Collected data
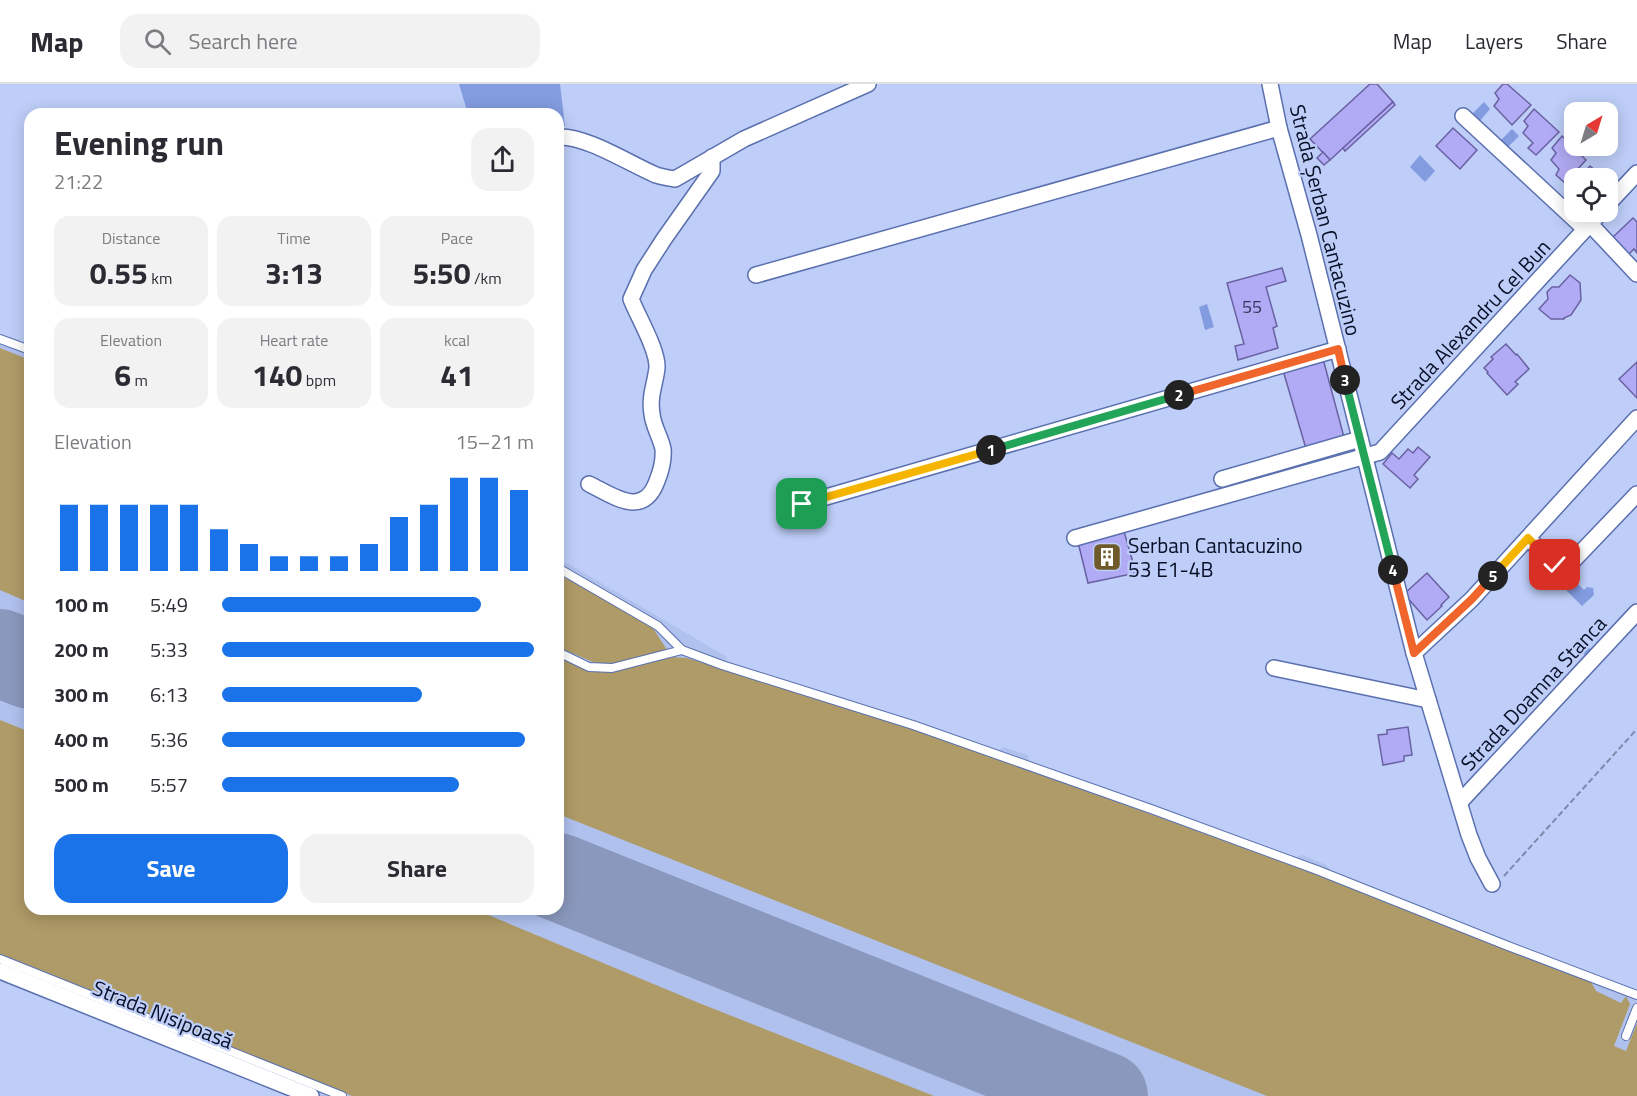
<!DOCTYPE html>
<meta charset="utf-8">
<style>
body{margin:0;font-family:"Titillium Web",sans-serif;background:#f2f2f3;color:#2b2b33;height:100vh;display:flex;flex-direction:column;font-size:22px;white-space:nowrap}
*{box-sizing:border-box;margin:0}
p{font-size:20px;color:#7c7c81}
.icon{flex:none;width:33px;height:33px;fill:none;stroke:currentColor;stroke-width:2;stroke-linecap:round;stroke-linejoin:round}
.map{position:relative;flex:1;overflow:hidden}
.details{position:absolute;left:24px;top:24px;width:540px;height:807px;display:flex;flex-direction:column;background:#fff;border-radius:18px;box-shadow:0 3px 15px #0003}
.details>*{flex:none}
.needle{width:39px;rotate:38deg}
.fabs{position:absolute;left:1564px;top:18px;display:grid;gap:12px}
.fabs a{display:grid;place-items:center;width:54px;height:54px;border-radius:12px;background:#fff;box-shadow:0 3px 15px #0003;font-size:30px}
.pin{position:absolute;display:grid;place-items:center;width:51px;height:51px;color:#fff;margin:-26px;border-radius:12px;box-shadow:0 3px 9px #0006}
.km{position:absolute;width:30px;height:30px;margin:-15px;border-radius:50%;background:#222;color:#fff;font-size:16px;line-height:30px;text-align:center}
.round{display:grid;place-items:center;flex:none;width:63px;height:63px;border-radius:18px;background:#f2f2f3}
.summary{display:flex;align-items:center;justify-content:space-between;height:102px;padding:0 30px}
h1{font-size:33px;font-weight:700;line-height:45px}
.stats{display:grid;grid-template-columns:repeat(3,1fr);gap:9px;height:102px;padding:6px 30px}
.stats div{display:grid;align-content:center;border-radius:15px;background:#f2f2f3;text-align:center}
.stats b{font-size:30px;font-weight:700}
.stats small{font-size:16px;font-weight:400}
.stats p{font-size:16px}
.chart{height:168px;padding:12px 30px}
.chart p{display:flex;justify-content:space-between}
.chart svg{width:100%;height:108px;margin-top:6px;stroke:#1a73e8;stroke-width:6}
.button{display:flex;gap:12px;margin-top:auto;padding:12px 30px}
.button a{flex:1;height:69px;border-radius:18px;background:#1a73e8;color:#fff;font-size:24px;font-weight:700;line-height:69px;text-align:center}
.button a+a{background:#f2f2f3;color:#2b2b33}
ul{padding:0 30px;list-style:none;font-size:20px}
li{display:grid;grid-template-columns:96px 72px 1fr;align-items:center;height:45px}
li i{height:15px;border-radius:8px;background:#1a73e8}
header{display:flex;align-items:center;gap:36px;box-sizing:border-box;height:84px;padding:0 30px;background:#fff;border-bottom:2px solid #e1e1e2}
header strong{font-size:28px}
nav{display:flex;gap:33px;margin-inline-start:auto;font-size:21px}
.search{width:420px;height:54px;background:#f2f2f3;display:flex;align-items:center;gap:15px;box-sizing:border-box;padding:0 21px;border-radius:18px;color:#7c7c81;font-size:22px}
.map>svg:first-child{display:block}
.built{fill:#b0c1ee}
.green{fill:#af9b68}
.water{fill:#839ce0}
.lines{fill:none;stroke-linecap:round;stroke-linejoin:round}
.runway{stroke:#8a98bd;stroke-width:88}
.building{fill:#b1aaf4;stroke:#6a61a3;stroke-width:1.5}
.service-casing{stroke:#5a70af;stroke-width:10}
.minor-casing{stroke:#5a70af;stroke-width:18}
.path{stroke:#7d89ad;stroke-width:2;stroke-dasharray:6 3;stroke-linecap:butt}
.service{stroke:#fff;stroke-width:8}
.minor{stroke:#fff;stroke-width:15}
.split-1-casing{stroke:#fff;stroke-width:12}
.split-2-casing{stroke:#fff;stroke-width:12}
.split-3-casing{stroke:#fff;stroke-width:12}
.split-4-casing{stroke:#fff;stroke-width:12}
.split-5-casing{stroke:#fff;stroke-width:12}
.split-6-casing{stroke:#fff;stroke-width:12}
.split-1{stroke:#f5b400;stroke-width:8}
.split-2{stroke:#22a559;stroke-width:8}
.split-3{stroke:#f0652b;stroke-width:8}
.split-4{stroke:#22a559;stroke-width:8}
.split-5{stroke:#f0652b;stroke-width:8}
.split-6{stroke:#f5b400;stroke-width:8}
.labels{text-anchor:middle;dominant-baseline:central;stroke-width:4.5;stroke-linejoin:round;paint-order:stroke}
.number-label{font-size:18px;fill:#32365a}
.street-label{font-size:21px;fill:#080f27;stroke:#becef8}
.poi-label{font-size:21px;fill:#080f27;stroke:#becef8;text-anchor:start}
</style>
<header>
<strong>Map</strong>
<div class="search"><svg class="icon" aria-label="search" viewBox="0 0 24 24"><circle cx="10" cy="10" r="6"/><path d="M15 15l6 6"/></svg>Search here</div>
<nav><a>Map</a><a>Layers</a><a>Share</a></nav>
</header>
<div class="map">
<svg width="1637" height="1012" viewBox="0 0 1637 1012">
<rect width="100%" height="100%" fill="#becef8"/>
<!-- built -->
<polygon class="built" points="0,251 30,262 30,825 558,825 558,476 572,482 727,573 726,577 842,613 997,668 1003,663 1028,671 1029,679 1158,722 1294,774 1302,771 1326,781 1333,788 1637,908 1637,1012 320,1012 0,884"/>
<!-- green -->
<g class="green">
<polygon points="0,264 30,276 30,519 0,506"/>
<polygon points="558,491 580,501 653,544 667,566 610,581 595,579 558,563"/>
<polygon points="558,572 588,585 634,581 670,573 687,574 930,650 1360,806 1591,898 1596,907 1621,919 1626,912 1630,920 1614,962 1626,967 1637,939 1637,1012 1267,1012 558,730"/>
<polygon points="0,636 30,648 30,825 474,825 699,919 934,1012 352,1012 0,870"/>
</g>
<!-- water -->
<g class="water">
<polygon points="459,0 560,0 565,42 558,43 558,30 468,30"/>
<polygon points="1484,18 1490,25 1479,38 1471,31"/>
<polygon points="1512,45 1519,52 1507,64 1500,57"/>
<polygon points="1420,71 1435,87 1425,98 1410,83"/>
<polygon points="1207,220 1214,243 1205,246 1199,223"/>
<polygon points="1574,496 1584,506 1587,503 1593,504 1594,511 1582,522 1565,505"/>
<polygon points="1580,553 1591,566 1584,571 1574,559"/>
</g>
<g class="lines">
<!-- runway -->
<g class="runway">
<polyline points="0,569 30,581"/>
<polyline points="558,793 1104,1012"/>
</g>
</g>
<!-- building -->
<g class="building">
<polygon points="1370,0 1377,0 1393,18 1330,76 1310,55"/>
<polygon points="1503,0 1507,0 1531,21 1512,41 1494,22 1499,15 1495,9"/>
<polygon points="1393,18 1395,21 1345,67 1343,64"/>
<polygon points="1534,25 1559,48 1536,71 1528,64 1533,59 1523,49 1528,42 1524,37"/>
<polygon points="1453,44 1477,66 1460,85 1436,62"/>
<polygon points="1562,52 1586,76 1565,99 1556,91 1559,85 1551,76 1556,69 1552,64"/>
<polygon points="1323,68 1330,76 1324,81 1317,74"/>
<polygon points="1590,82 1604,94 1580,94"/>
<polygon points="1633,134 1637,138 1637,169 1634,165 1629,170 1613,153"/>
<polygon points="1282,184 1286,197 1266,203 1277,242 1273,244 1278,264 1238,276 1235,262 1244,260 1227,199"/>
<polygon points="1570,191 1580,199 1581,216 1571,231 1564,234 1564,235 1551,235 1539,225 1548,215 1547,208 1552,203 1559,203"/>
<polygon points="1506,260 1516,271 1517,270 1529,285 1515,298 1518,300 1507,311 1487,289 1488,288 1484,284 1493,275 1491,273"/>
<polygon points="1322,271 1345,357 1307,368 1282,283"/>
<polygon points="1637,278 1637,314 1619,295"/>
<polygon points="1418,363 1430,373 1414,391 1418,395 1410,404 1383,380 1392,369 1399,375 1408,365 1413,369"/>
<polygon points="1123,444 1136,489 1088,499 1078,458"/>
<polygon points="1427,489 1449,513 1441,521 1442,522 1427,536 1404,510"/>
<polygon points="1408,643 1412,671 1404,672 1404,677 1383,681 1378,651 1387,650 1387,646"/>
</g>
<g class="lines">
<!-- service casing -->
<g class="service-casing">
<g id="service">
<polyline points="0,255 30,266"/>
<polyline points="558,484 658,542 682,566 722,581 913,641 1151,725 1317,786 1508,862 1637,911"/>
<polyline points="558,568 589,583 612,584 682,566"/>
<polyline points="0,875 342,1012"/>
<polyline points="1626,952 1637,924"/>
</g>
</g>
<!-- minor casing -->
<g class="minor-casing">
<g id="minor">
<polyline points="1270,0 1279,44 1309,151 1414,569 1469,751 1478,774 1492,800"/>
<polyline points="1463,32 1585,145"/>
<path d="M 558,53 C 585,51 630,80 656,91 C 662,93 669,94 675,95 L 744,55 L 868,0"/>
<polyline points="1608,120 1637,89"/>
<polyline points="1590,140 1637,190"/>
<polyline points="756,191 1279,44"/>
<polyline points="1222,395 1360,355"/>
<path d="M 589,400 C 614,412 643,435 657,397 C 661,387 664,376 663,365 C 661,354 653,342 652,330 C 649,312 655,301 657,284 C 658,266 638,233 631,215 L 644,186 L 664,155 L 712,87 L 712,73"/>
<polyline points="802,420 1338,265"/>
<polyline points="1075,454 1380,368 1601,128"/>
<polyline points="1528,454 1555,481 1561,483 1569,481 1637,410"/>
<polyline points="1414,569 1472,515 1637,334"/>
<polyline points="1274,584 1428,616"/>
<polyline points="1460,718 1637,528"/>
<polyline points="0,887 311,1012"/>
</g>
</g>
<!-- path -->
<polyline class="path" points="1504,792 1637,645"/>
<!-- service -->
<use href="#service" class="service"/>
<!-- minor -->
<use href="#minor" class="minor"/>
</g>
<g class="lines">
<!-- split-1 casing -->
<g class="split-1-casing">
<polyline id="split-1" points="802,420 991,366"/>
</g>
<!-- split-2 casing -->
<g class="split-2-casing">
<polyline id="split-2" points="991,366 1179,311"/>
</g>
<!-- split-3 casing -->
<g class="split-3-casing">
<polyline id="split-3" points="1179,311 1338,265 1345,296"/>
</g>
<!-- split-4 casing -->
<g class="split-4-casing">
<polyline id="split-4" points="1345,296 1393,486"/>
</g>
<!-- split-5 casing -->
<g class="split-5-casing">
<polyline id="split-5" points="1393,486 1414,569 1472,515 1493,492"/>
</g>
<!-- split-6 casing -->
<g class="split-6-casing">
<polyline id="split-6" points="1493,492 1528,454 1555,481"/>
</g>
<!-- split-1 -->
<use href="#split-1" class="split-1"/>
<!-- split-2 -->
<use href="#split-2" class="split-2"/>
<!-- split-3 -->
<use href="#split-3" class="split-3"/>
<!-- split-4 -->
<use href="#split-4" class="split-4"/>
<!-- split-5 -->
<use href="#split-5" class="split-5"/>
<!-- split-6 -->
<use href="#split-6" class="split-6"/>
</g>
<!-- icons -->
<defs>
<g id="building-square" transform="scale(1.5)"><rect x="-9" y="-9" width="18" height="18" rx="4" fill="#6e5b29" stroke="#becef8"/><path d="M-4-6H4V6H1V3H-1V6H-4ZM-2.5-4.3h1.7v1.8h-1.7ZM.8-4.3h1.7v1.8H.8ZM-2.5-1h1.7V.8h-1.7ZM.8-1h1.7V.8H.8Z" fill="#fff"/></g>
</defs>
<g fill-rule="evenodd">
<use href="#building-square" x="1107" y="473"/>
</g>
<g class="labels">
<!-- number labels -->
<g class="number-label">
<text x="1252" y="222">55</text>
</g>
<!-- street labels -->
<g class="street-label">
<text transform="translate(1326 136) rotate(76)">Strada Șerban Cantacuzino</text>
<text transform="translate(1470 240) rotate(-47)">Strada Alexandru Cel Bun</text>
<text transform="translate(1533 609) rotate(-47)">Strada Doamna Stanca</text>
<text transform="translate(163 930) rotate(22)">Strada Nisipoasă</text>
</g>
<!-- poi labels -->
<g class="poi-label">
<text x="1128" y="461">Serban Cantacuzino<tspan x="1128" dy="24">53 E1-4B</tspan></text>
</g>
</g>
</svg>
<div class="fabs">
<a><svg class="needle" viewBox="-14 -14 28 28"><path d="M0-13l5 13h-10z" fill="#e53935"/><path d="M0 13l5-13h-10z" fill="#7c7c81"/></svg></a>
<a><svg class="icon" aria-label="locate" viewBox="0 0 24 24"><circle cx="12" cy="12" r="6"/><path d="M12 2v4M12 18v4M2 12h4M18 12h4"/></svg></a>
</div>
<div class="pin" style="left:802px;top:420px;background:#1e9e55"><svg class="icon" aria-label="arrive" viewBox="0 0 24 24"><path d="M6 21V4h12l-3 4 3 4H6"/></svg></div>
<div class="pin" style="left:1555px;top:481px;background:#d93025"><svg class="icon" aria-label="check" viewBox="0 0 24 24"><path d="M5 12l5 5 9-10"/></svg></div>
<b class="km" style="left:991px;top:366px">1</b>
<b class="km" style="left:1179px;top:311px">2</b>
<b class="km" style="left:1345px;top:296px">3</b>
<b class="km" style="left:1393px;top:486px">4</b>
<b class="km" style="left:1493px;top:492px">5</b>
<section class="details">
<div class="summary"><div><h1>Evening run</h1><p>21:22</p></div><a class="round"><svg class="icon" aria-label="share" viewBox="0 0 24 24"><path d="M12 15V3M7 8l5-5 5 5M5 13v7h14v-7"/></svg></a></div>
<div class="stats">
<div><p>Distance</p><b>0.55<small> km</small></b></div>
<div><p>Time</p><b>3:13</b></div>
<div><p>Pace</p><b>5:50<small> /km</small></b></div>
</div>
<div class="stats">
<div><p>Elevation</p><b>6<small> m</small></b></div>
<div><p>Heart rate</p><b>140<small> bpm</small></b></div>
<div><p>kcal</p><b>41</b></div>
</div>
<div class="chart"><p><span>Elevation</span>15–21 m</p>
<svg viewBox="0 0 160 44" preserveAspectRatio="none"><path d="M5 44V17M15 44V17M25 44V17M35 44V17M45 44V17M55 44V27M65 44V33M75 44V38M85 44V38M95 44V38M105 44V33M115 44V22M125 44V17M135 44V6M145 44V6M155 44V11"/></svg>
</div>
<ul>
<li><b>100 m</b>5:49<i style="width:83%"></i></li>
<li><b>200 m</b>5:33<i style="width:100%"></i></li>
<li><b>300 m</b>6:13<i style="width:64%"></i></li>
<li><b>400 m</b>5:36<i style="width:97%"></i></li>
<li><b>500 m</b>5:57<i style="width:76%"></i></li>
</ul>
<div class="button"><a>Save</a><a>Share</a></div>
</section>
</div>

[Exercise aim]
Take the line containing "44V17M15 44V17M25 44V17M35" as the first line and the last line of the data above as the final one. Write out these lines and all between them exactly.

[Your solution]
<svg viewBox="0 0 160 44" preserveAspectRatio="none"><path d="M5 44V17M15 44V17M25 44V17M35 44V17M45 44V17M55 44V27M65 44V33M75 44V38M85 44V38M95 44V38M105 44V33M115 44V22M125 44V17M135 44V6M145 44V6M155 44V11"/></svg>
</div>
<ul>
<li><b>100 m</b>5:49<i style="width:83%"></i></li>
<li><b>200 m</b>5:33<i style="width:100%"></i></li>
<li><b>300 m</b>6:13<i style="width:64%"></i></li>
<li><b>400 m</b>5:36<i style="width:97%"></i></li>
<li><b>500 m</b>5:57<i style="width:76%"></i></li>
</ul>
<div class="button"><a>Save</a><a>Share</a></div>
</section>
</div>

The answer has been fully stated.